■ Stored items
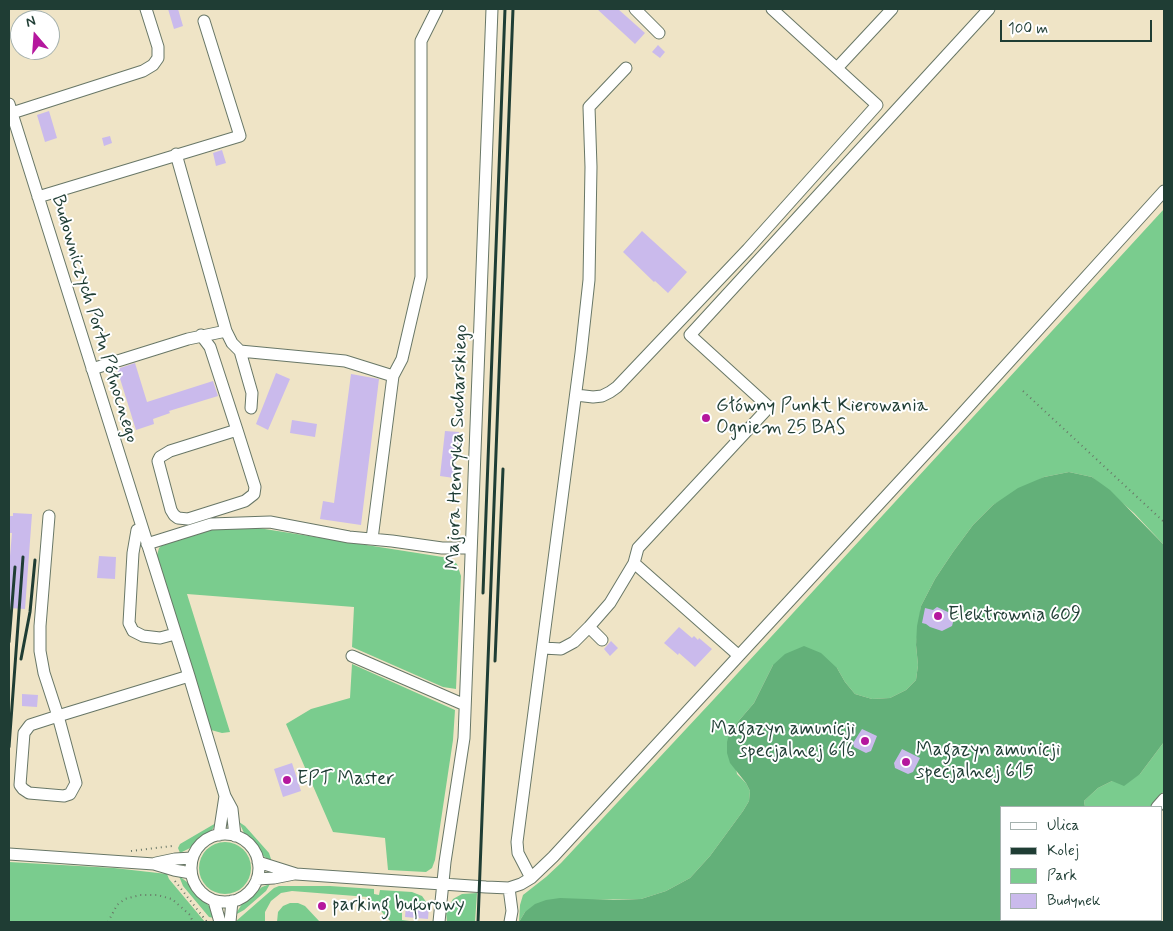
<!DOCTYPE html>
<html>
<head>
<meta charset="utf-8">
<style>
  body { margin:0 }
  #map { position:relative; width:1173px; height:931px; overflow:hidden; background:#efe4c6; font-family:Mynerve,sans-serif }
  canvas { display:block }
  .frame { position:absolute; inset:0; border:10px solid #1f3d34; pointer-events:none }
  .legend { position:absolute; left:1000px; top:806px; width:162px; height:115px; box-sizing:border-box; background:#fff; border:1px solid #a5b1ae; margin:0; padding:6px 9px; list-style:none; font-size:15px; color:#1f3d34 }
  .legend li { display:flex; align-items:center; gap:10px; height:25px }
  .legend b { width:25px; border:1px solid #a5b1ae }
  .north { position:absolute; left:10px; top:10px; width:50px; height:50px; box-sizing:border-box; background:#fff; border:1px solid #a5b1ae; border-radius:50%; rotate:342deg; font-size:14px; font-weight:700; line-height:20px; text-align:center; color:#1f3d34 }
  .north::after { content:''; display:block; margin:auto; width:18px; height:22px; background:#b5179e; clip-path:polygon(50% 0,100% 100%,50% 72%,0 100%) }
  .scale { position:absolute; left:1000px; top:20px; width:152px; height:22px; box-sizing:border-box; border:2px solid #1f3d34; border-top:0; padding-left:6px; font-size:15px; line-height:18px; white-space:nowrap; color:#1f3d34; -webkit-text-stroke:4px #fff; paint-order:stroke }
</style>
</head>
<body>
<div id="map">
<canvas width="1173" height="931"></canvas>
<div class="frame"></div>
<ul class="legend">
<li><b style="height:6px;background:#fff"></b>Ulica</li>
<li><b style="height:6px;background:#1f3d34"></b>Kolej</li>
<li><b style="height:14px;background:#7acc8e"></b>Park</li>
<li><b style="height:14px;background:#cabaec"></b>Budynek</li>
</ul>
<div class="north">N</div>
<div class="scale">100 m</div>
</div>
<script>
const context = document.querySelector('canvas').getContext('2d');
context.lineJoin = 'round';
function paint(path, color) { context.fillStyle = color; context.fill(path, 'evenodd'); }
const poly = rows => new Path2D(rows.map(r => 'M' + r).join(''));
function stroke(path, color, width, dash) { context.strokeStyle = color; context.lineWidth = width; context.lineCap = dash ? 'butt' : 'round'; context.setLineDash(dash || []); context.stroke(path); }
function write(font, color, halo, rows, align = 'center') {
  context.font = font + ' Mynerve,sans-serif'; context.lineWidth = 4; context.setLineDash([]); context.textBaseline = 'middle'; context.strokeStyle = halo; context.fillStyle = color; for (const [text, x, y, turn = 0] of rows) {
    context.save(); context.translate(x, y); context.rotate((+turn || 0) * Math.PI / 180); context.textAlign = isNaN(turn) ? turn : align; if (halo) context.strokeText(text, 0, 0); context.fillText(text, 0, 0); context.restore();
  }
}
const green = poly([
  [1164,209,1164,545,1134,513,1092,477,1069,472,1044,477,993,505,973,525,953,552,935,579,921,606,916,645,918,665,916,680,906,690,890,698,872,699,855,694,845,682,837,668,773,665,754,703,730,731,737,774,746,783,750,791,749,801,743,811,710,856,690,878,666,891,641,899,587,900,525,912,519,922,520,905,523,895,546,877,561,863,714,699],
  [217,527,252,527,449,558,457,564,461,576,456,689,443,687,352,647,354,607,187,594,230,732,222,733,211,730,157,555,159,548,163,544],
  [352,664,455,710,453,740,435,860,432,868,426,872,388,870,385,838,333,832,286,724,311,709,350,698],
  [1164,742,1164,791,1150,807,1085,807,1084,801,1098,788,1112,781,1140,774],
  [239,822,245,826,269,853,272,862,262,855,256,845,244,833],
  [216,823,212,830,200,838,190,848,180,853,178,848,180,844],
  '199 868a26 26 0 1 1 52 0a26 26 0 1 1-52 0Z',
  [9,862,114,868,167,874,169,879,205,922,9,922],
  [179,876,187,882,195,893,209,906,214,918,209,917,183,886],
  [270,884,266,891,244,910,235,915,242,904,262,887],
  [279,886,330,886,374,889,374,894,379,895,380,890,412,892,422,896,429,906,405,904,404,909,397,909,397,911,402,912,402,920,410,921,410,922,391,922,368,897,292,891,281,893,271,901,265,912,265,922,235,922,274,888],
  [477,893,475,922,447,922,446,912,453,899,462,894],
  [290,903,298,903,305,906,320,922,277,922,278,912,283,906]
]);
const forest = poly([
  [1069,472,1092,477,1110,490,1164,545,1164,742,1140,774,1124,786,1112,781,1098,788,1084,801,1085,807,1002,807,1002,920,1024,920,1022,922,519,922,525,912,535,904,546,900,560,898,613,900,641,899,666,891,690,878,710,856,743,811,749,801,750,791,746,783,730,763,727,753,727,742,730,731,754,703,773,665,785,654,804,646,821,653,837,668,845,682,855,694,872,699,890,698,906,690,916,680,918,665,916,645,917,626,921,606,935,579,953,552,973,525,993,505,1018,488,1044,477]
]);
const building = poly([
  [168,9,178,9,183,26,174,29],
  [597,9,618,9,645,33,635,44],
  [658,45,665,52,660,58,652,52],
  [49,111,57,138,45,142,37,115],
  [110,136,112,143,104,146,102,138],
  [222,150,226,163,216,166,213,153],
  [642,231,687,272,668,293,655,281,654,282,623,252],
  [135,363,147,402,213,381,218,396,169,411,170,413,153,419,154,424,136,430,117,369],
  [276,373,290,379,268,430,256,424],
  [351,374,379,379,361,525,320,519,323,501,334,503],
  [292,420,317,424,315,437,290,433],
  [445,431,459,432,454,478,440,476],
  [13,513,32,514,25,609,9,608,9,568,12,533,9,533,9,516,13,516],
  [99,556,116,557,115,579,97,578],
  [937,607,950,613,954,619,952,626,942,631,930,627,926,624,922,623,925,608,933,610],
  [679,627,692,638,694,636,698,640,699,638,712,649,695,667,679,653,678,655,664,643],
  [611,641,618,648,610,656,604,649],
  [22,694,38,695,37,707,22,706],
  [862,729,877,736,871,751,866,753,854,747,853,743],
  [902,749,920,758,913,772,908,774,895,768,894,763],
  [292,763,301,791,283,797,274,769],
  [406,905,429,907,428,919,405,917]
]);
const path = poly([
  [1023,391,1164,522],
  [131,851,172,846,172,848],
  [175,881,207,922],
  [108,922,117,905,125,899,140,895,157,895,172,899,190,915,193,922]
]);
const minor = poly([
  [635,9,659,33],
  [837,68,892,9],
  [9,104,189,676,225,796,232,809,235,836],
  [12,113,143,71,153,65,158,58,158,47,146,9],
  [176,154,226,331,232,343,240,351,345,361,393,376,372,539],
  [38,197,240,136,204,21],
  [201,335,210,347,237,430,255,487,254,494,245,501,188,519,178,518,174,515,171,510,158,461,160,457,170,451,237,430],
  [240,351,252,393,251,408],
  [92,369,188,339,226,331],
  [393,376,402,359,421,277,421,41,437,9],
  [576,395,593,397,602,396,610,392,617,387,748,249,877,105,772,9],
  [49,516,40,626,40,651,44,673,58,716,61,727,76,783,70,794,64,796,29,793,23,789,20,785,24,733,30,725,58,716,189,676],
  [142,528,137,530,133,553,129,623,133,631,143,636,160,638,175,634],
  [147,544,211,524,270,522,349,537,392,541,442,548,471,548],
  [634,563,738,655],
  [589,627,602,640],
  [543,648,561,649,574,642,589,627,610,603,634,563,638,548,769,407,690,335,989,9],
  [352,656,465,705],
  [1157,807,1164,799],
  '191 868a34 34 0 1 1 68 0a34 34 0 1 1-68 0Z',
  [219,835,225,796],
  [9,854,154,864,174,870,191,873],
  [258,862,296,874,486,887,509,888,521,884,531,878,553,857,950,427,1164,191],
  [156,863,175,859,192,858],
  [531,878,518,853,517,842,581,353,589,280,591,167,589,107,626,68],
  [257,879,274,878,294,874],
  [509,888,512,911,510,922],
  [214,901,220,922],
  [230,922,232,901],
  [439,922,445,862,464,738,492,9],
  [1051,922,1053,920]
]);
const rail = poly([
  [483,593,505,9],
  [9,642,15,567],
  [21,659,30,612,35,560],
  [495,661,503,469],
  [9,747,23,557],
  [478,922,513,9]
]);
const markers = [
  [706,418,5,"#b5179e"],
  [938,616,5,"#b5179e"],
  [865,741,5,"#b5179e"],
  [906,762,5,"#b5179e"],
  [287,780,5,"#b5179e"],
  [322,906,5,"#b5179e"]
];
const streetNames = [
  ["Budowniczych Portu Północnego",94,319,73],
  ["Majora Henryka Sucharskiego",458,447,-88]
];
const poiNames = [
  ["Główny Punkt Kierowania",716,407],
  ["Ogniem 25 BAS",716,429],
  ["Elektrownia 609",948,616],
  ["Magazyn amunicji",855,730,"right"],
  ["specjalnej 616",855,752,"right"],
  ["Magazyn amunicji",916,751],
  ["specjalnej 615",916,773],
  ["EPT Master",297,780],
  ["parking buforowy",332,906]
];
paint(green, '#7acc8e');
paint(forest, '#63b079');
paint(building, '#cabaec');
stroke(minor, '#687767', 13);
stroke(path, '#687767', 2, [1, 4]);
stroke(minor, '#fff', 11);
stroke(rail, '#1f3d34', 3);
for (const [x, y, r, color] of markers) { const dot = new Path2D(); dot.arc(x, y, r, 0, 2 * Math.PI); context.fillStyle = color; context.fill(dot); stroke(dot, '#fff', 2); }
write('19px', '#1f3d34', '#fff', streetNames);
write('19px', '#1f3d34', '#fff', poiNames, 'left');
</script>
</body>
</html>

■ Requirement
Count how many lines above contain the word "north". Reply with the number alone.

■ Reply to the exercise
3